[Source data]

*-*-*

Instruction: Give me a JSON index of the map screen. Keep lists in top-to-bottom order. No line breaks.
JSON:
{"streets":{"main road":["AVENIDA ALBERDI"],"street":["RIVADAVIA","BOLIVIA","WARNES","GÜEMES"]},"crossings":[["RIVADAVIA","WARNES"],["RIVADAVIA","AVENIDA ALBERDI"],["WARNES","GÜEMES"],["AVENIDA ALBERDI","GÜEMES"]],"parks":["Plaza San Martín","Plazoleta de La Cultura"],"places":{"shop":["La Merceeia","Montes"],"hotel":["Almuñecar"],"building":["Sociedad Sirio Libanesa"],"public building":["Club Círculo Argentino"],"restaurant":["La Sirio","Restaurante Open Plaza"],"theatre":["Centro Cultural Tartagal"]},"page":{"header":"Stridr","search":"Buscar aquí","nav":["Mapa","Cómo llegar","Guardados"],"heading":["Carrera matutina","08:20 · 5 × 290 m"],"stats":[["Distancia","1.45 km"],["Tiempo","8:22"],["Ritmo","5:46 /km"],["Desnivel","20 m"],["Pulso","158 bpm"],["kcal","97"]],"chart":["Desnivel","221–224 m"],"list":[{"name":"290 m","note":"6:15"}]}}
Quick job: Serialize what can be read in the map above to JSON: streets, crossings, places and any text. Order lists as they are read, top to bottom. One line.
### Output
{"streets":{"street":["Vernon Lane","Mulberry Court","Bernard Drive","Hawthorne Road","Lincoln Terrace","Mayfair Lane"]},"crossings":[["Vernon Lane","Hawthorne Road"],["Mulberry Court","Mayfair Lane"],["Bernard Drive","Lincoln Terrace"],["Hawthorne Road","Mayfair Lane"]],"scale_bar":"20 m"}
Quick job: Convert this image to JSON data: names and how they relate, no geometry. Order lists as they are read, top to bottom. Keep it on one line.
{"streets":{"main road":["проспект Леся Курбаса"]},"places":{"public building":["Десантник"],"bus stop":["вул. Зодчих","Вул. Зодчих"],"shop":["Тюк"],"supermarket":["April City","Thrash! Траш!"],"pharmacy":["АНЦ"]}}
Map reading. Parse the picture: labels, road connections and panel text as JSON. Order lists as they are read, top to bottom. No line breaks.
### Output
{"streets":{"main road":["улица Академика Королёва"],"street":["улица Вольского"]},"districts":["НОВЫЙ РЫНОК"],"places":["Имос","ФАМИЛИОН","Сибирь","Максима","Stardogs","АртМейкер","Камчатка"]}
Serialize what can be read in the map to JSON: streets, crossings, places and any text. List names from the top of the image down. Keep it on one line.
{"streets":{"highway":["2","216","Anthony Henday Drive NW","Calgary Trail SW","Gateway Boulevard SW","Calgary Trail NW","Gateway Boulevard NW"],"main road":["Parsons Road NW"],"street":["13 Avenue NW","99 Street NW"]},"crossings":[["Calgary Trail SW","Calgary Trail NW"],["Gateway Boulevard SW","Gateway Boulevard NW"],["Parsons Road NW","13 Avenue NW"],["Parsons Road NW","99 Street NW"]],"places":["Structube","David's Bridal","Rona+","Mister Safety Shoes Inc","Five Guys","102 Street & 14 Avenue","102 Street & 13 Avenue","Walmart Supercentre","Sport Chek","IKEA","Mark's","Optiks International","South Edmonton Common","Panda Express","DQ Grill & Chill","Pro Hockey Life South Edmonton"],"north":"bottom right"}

*-*-*

Scan the data above; copy every line where "breaks" appears.

Finished task:
Instruction: Give me a JSON index of the map screen. Keep lists in top-to-bottom order. No line breaks.
Map reading. Parse the picture: labels, road connections and panel text as JSON. Order lists as they are read, top to bottom. No line breaks.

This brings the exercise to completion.